◆ **WHAT TO DO**: Below are the records. State how many of their lines hold the word "none", and add nothing else.

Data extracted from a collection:
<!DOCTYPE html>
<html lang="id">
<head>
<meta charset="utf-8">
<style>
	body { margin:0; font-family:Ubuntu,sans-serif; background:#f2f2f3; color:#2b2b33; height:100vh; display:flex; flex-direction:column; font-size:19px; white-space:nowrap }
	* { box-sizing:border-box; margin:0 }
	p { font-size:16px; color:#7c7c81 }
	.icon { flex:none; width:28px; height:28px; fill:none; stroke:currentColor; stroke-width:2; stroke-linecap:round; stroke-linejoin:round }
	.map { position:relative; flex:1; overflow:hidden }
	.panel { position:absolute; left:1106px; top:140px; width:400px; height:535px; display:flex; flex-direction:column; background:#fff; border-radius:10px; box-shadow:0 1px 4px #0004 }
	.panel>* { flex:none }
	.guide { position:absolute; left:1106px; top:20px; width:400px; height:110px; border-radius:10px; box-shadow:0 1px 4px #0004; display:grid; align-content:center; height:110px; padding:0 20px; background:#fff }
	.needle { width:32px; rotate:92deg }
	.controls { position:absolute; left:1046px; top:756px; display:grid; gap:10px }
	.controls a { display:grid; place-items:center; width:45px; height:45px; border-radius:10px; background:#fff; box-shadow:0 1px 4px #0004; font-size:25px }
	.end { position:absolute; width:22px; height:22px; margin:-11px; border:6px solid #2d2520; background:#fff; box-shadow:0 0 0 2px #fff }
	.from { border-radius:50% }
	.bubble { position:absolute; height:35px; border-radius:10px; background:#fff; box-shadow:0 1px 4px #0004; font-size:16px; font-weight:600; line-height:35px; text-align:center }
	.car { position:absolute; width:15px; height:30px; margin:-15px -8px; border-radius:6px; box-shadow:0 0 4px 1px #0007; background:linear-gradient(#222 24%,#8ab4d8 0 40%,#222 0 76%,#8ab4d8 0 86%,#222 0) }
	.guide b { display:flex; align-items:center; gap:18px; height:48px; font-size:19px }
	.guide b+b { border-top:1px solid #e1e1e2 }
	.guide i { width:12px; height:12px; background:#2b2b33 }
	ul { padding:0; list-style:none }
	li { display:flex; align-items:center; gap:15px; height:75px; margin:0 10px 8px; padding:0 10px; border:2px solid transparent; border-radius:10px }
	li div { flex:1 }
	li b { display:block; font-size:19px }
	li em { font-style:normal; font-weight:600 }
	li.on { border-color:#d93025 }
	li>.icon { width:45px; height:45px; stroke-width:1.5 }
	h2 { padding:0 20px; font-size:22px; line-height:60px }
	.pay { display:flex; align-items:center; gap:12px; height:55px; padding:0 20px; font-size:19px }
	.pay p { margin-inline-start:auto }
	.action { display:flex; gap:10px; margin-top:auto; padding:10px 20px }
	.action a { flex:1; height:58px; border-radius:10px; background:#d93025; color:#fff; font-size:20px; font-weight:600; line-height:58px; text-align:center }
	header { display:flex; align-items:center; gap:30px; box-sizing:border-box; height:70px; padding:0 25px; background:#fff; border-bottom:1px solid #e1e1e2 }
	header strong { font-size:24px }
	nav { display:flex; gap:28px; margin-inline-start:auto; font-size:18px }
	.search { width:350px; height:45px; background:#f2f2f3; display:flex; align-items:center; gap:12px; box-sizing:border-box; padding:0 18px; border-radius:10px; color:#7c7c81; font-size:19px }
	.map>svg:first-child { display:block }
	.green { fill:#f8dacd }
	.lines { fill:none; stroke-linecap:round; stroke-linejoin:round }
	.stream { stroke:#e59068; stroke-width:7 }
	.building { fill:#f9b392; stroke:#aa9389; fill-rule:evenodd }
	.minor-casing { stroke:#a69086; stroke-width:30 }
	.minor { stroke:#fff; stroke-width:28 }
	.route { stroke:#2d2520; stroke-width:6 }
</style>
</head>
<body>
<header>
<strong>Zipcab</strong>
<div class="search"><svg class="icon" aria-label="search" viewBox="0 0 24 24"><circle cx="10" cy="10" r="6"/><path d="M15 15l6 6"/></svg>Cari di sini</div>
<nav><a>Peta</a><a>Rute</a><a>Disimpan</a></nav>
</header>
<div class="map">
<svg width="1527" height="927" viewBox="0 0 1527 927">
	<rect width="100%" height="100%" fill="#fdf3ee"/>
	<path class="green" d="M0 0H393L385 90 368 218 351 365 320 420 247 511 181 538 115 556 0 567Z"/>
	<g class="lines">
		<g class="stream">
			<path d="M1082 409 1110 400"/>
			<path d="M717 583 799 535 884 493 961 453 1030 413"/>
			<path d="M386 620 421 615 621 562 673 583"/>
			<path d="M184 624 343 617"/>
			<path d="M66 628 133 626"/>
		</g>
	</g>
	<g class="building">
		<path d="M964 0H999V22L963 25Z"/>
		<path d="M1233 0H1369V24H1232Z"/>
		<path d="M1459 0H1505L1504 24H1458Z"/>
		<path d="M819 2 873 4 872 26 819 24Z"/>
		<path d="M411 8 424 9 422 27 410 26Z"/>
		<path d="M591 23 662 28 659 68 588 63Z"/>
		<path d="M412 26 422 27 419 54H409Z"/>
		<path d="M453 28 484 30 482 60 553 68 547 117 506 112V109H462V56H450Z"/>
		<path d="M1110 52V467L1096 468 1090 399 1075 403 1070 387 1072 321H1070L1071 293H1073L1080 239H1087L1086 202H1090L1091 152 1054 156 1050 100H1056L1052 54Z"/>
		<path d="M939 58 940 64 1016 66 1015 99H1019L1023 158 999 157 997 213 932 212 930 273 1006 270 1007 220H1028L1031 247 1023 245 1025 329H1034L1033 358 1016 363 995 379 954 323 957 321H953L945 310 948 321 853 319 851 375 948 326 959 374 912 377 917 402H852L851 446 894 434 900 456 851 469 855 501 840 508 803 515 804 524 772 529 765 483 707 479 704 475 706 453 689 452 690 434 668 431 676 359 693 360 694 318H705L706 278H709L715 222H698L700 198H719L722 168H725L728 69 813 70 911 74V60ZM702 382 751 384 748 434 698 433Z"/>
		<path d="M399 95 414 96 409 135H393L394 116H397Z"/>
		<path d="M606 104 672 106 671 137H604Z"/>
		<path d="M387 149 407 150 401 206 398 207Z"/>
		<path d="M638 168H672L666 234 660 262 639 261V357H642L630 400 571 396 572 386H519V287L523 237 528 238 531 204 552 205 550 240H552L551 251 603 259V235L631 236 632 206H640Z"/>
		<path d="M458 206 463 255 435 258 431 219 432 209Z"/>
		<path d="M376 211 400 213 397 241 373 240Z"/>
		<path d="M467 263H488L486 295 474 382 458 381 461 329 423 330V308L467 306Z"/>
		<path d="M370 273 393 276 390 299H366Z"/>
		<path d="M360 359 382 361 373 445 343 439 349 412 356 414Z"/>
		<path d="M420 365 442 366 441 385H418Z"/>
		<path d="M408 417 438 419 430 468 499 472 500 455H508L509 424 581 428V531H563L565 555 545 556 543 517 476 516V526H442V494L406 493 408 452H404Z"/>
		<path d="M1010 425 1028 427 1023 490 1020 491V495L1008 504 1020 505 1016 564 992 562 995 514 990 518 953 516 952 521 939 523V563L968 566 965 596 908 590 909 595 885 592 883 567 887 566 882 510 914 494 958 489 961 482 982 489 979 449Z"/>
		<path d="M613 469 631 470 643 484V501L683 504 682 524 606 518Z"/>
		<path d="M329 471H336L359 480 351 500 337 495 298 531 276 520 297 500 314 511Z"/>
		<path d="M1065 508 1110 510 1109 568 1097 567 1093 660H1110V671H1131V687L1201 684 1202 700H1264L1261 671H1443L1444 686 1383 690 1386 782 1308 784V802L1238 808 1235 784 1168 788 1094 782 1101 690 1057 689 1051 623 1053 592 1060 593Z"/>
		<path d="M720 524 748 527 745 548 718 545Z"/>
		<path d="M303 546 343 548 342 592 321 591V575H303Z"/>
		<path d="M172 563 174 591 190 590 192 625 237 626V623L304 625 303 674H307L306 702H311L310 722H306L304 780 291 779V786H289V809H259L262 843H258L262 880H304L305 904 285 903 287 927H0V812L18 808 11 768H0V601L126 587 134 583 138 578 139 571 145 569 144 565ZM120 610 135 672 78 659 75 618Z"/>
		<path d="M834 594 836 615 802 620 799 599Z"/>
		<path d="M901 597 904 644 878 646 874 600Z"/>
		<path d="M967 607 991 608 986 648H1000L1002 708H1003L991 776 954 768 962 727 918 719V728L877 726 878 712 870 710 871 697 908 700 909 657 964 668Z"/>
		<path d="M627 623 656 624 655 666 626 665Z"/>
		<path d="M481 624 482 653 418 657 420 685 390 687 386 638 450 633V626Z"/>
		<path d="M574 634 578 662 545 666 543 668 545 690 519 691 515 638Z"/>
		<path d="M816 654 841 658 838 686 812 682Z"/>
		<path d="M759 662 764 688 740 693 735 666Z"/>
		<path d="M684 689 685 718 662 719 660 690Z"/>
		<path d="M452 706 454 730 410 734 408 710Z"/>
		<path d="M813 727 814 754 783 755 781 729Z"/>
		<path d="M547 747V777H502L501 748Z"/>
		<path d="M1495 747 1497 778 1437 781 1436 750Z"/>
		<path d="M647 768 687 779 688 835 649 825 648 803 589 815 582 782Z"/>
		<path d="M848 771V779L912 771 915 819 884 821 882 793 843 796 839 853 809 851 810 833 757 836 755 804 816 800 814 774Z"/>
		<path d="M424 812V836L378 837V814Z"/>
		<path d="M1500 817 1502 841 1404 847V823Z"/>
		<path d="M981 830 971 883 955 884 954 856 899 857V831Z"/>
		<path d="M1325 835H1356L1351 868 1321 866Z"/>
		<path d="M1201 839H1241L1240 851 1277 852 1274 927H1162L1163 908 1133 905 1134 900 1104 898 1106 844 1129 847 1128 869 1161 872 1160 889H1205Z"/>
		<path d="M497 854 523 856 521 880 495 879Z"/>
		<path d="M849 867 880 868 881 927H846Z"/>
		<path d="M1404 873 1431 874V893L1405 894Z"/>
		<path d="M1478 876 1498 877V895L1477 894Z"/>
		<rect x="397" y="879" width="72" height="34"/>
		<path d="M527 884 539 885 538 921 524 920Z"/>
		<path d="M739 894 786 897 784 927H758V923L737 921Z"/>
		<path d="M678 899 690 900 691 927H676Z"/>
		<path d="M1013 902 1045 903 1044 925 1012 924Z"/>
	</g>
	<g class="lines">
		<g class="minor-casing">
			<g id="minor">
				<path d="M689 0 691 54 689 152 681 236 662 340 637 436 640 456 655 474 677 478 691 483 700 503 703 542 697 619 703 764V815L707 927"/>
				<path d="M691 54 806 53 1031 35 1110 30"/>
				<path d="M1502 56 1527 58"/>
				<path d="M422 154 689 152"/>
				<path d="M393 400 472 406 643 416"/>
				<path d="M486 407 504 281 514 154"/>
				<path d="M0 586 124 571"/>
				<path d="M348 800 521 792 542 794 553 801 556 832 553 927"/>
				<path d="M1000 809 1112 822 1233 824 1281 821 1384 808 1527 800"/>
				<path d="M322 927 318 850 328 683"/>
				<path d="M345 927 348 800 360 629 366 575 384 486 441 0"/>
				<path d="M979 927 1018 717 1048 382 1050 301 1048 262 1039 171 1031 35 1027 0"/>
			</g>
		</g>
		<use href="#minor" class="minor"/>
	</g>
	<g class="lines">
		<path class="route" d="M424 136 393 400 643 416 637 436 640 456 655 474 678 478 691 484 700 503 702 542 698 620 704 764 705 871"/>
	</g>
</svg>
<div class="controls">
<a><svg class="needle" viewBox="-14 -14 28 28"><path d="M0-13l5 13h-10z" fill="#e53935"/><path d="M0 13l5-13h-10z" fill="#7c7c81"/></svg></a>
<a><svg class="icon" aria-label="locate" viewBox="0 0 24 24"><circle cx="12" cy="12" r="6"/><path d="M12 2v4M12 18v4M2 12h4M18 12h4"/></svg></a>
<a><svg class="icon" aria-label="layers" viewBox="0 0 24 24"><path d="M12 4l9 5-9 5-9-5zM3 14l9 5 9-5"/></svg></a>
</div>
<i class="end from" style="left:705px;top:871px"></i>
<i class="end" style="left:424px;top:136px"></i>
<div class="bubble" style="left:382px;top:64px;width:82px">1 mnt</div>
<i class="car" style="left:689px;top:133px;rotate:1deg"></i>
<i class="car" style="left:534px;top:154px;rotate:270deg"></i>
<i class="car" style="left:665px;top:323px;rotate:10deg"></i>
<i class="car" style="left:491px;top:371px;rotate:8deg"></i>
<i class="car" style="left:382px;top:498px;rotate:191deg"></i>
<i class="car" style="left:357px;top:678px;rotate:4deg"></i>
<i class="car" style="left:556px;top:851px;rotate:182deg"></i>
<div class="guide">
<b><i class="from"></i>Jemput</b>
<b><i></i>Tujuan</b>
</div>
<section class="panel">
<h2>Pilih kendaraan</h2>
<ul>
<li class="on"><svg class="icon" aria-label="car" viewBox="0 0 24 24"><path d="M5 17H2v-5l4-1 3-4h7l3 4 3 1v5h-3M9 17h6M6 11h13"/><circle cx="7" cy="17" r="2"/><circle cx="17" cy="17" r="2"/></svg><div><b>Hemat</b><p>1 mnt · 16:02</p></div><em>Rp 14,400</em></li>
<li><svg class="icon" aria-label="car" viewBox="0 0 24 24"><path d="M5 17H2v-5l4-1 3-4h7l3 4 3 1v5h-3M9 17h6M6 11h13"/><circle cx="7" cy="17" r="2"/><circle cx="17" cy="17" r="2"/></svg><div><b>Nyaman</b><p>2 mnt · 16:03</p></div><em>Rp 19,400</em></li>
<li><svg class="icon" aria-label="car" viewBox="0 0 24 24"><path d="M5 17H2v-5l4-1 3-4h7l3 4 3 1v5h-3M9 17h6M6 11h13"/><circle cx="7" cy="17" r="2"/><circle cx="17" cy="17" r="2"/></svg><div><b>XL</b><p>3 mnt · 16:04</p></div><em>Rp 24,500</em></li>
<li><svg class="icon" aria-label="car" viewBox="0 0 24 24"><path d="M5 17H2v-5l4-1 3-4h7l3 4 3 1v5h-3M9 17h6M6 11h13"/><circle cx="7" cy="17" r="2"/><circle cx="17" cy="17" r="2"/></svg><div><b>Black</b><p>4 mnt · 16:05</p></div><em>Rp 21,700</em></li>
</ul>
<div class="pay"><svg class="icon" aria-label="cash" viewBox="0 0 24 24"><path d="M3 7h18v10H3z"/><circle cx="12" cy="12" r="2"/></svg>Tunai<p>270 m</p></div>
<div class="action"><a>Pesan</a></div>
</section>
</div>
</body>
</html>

◆ **THE ANSWER**: 4